The Size of Thoughts
Page 13
The preparation of a catalogue may seem a light task, to the inexperienced, and to those who are unacquainted with the requirements of the learned world, respecting such works. In truth, however, there is no species of literary labor so arduous and perplexing. The peculiarities of titles are, like the idiosyncrasies of authors, innumerable.
In 1850, the librarian of the American Antiquarian Society was asked to produce a new catalog for the society. “Men have become insane,” the agitated librarian responded,
in their efforts to reduce these labors to a system; and several instances are recorded where life has been sacrificed in consequence of the mental and physical exertion required for the completion of a catalogue in accordance with the author’s view of the proper method of executing such a task.
One Sunday, feeling only semi-sane myself, I called up Jim Ranz, retired dean of the Libraries of the University of Kansas, from whose immortal monograph The Printed Book Catalogue in American Libraries: 1723–1900 (1964) this last quotation is taken, and I asked him to comment on the passing of card catalogs. Mr. Ranz was not terribly concerned about their fate. “Retention of a card catalog would have to be a pretty low priority in most libraries,” he said. What he really wanted to talk about was Charles Ammi Cutter (1837–1903), the author of what is in Mr. Ranz’s opinion the finest library catalog ever made. Cutter’s masterpiece is the five-volume catalog of the Boston Athenaeum, published between 1874 and 1882. “I’m not sure he wasn’t the greatest cataloger that lived,” Mr. Ranz told me. The work is 3,402 pages long, and is elaborately and commonsensically cross-referenced; it cost the Athenaeum almost a hundred thousand dollars to produce. It is still of interest and utility to historians—as is the card catalog for the Athenaeum, which Cutter also developed. So far, the library has held on to its original cards.
Surely, I insisted to Harvard’s Dale Flecker, the Boston Athenaeum’s card catalog, at the very least, ought to be preserved. “Oh, I don’t know,” Mr. Flecker replied. His indifference makes sense, in a way, since he couldn’t very well advocate the preservation of the Athenaeum’s catalog and at the same time defensibly jettison the older and equally rich public catalog at Harvard.

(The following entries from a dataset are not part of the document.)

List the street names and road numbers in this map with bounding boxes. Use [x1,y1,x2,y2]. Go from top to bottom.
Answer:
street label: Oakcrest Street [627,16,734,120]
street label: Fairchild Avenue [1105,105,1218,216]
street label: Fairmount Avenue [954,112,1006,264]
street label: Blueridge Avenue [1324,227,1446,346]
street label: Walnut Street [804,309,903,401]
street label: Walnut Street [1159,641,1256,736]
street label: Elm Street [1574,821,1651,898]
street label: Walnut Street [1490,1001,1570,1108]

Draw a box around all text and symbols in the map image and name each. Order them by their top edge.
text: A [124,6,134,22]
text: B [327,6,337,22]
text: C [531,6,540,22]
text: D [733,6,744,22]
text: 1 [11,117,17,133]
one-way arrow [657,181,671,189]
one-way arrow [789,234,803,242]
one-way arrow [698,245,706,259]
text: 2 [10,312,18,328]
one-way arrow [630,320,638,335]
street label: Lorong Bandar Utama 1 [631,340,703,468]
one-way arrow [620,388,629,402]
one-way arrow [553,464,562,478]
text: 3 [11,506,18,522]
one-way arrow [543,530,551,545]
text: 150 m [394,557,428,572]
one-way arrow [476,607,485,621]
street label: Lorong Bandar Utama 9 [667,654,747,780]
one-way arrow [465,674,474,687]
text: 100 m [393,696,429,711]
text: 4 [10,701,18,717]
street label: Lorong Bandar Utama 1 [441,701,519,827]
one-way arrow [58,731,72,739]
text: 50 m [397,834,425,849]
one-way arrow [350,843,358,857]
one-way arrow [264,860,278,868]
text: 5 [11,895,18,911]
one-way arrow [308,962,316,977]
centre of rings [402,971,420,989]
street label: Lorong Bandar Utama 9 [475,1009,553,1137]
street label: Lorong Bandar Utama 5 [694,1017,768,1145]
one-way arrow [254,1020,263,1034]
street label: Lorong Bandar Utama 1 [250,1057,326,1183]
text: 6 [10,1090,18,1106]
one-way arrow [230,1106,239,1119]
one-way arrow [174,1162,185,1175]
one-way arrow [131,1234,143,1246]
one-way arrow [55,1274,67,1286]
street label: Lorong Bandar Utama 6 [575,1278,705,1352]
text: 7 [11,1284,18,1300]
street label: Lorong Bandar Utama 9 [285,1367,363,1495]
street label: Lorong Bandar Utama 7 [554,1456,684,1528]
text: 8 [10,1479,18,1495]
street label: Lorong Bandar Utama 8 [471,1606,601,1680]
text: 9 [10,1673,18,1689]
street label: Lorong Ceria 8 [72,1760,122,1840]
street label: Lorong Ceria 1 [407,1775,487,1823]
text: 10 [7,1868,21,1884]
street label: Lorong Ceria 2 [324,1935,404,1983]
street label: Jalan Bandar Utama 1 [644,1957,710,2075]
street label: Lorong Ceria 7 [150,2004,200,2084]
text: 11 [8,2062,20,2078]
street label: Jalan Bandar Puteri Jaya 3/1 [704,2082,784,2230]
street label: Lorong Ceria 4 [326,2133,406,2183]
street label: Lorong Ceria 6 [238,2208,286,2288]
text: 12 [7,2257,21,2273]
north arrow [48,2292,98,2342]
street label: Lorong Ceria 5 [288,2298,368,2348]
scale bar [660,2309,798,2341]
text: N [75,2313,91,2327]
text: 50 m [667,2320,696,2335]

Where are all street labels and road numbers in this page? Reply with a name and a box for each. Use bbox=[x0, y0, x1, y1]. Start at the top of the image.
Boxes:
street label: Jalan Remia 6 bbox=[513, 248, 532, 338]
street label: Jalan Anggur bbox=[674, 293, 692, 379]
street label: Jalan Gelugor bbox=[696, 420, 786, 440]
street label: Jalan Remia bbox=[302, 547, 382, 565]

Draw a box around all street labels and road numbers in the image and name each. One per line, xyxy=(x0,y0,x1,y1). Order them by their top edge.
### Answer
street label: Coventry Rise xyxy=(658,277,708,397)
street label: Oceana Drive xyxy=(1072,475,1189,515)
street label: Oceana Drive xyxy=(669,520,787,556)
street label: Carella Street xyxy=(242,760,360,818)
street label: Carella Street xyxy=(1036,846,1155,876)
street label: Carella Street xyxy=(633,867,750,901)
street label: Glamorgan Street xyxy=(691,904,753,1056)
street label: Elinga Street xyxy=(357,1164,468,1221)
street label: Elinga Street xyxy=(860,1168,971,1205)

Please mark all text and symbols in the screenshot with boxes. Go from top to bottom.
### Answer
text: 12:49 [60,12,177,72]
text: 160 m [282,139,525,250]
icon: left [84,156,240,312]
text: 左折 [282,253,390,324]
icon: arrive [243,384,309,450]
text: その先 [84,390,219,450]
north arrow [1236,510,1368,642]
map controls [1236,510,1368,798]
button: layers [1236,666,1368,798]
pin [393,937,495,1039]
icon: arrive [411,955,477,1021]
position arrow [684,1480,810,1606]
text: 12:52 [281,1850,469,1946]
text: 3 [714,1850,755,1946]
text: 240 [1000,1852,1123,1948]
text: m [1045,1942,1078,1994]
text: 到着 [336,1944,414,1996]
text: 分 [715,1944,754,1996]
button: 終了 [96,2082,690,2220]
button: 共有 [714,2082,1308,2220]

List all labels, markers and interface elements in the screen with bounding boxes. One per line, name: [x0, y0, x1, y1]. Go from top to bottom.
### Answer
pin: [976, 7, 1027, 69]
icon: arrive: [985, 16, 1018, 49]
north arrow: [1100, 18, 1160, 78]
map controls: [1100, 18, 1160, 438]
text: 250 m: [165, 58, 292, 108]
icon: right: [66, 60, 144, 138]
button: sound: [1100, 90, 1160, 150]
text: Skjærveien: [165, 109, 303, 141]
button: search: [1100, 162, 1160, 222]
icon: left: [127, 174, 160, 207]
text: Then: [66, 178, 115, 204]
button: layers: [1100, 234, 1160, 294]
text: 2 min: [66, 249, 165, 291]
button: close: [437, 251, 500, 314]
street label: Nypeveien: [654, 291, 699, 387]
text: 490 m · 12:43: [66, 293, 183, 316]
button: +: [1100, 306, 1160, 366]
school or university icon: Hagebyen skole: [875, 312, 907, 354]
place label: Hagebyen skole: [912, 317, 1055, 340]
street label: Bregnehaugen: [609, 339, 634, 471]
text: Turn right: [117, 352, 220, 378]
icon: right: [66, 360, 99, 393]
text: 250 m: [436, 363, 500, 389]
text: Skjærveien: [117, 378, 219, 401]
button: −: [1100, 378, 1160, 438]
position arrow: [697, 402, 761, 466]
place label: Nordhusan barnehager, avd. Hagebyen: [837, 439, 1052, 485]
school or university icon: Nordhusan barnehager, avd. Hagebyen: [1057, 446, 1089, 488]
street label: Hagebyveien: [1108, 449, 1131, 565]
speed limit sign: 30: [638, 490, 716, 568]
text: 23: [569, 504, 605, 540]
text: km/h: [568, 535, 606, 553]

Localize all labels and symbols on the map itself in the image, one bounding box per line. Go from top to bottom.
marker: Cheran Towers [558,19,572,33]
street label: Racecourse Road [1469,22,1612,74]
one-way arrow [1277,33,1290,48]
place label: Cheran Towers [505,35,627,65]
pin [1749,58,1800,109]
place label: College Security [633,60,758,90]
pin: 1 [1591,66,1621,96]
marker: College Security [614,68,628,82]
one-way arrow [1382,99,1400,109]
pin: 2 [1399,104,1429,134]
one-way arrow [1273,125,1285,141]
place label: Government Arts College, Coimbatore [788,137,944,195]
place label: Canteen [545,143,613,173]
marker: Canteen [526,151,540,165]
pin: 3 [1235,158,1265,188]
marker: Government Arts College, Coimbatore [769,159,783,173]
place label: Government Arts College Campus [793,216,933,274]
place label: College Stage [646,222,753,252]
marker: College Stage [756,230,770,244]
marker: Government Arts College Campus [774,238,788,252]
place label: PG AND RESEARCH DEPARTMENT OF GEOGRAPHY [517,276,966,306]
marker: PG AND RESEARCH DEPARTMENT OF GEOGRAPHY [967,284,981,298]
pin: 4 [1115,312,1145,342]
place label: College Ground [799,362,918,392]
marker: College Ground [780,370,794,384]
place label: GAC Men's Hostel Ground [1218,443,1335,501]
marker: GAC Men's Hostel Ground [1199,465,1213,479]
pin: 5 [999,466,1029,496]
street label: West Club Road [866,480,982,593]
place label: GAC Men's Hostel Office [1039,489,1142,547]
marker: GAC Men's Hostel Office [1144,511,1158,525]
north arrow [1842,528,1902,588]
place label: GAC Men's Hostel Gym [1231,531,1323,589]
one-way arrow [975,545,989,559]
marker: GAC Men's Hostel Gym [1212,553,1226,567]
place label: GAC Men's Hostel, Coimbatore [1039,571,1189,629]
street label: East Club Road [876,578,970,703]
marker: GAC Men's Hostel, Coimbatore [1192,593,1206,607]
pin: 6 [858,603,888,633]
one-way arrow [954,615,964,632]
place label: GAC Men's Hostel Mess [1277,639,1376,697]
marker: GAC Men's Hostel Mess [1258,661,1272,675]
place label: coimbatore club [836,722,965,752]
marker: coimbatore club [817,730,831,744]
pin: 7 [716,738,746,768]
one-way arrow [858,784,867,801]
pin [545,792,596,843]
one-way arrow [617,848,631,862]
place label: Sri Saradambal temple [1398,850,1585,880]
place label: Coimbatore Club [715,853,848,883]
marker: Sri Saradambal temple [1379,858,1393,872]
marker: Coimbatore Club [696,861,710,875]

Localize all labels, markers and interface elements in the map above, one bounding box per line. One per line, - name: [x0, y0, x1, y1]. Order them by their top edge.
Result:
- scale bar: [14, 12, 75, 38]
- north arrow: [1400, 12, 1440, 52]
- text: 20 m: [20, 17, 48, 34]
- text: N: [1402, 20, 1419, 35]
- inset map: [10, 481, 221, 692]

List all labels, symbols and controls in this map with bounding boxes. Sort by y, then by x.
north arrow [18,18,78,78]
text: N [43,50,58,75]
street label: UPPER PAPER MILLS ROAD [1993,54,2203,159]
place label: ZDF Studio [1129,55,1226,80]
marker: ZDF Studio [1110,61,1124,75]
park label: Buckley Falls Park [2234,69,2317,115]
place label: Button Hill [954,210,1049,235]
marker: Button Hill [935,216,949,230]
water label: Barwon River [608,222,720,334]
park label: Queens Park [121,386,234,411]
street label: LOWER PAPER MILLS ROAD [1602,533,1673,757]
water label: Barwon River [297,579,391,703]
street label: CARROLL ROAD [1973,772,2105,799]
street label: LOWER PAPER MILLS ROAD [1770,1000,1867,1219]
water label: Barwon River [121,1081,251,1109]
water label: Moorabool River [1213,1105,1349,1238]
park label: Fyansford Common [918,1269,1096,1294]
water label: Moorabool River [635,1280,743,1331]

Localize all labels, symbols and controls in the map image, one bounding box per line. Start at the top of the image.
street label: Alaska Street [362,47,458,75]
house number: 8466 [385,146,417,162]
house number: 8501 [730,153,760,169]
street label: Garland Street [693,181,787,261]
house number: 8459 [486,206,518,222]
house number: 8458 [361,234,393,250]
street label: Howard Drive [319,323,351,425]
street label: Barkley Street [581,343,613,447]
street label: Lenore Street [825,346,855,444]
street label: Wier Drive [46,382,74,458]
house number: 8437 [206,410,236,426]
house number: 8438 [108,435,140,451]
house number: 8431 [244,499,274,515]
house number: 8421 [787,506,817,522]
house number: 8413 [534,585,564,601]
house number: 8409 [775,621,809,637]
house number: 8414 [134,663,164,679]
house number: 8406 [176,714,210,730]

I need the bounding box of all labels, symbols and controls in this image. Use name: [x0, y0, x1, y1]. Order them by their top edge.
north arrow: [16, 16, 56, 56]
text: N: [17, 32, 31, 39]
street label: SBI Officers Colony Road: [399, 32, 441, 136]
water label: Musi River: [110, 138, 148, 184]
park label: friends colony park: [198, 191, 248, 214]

The young Charles Cutter had given his energy to Harvard’s cards, too; while working for Ezra Abbot, who was Harvard’s assistant librarian from 1856 to 1872, he had refined his theories about how people actually perform subject searches and what they require from a library’s finding list. In 1861, Ezra Abbot instituted one of the first card catalogs that were “freely and conveniently accessible,” in his words, “to all who use the Library.” By the turn of the century, the traditional bound catalog had become a technical impossibility for large libraries, and card catalogs, predominantly handwritten (despite the existence by then of early typewriters), were everywhere.
In January 1901 the Library of Congress began printing its catalog cards in quantity and selling them in sets to any library that wanted them. These cards—elegant in their own way, accurate, highly readable, and cheap—took off. Even Cutter himself (with good grace, since his advocacy implied the eventual death of his own artful system of subject classification) recommended the purchase of Library of Congress cards, writing in 1904 that “any new library would be very foolish not to make its catalogue mainly of them.” And libraries obeyed. A 1969 study of 1,926 randomly selected cards, all plucked from drawers of the shelf list at Rice University’s Fondren Library, found the following kinds:
15 handwritten
1,275 unmodified Library of Congress
68 modified Library of Congress
472 typewritten
96 miscellaneous, describing maps, musical scores, serials, etc.
(This same pre-computer-age study, published by MIT, determined that the average number of cards in a drawer was 826, that the typical book represented by a card was 276.6 pages long, and that the growth rate of Rice’s library holdings closely tracked that of the United States gross national product.)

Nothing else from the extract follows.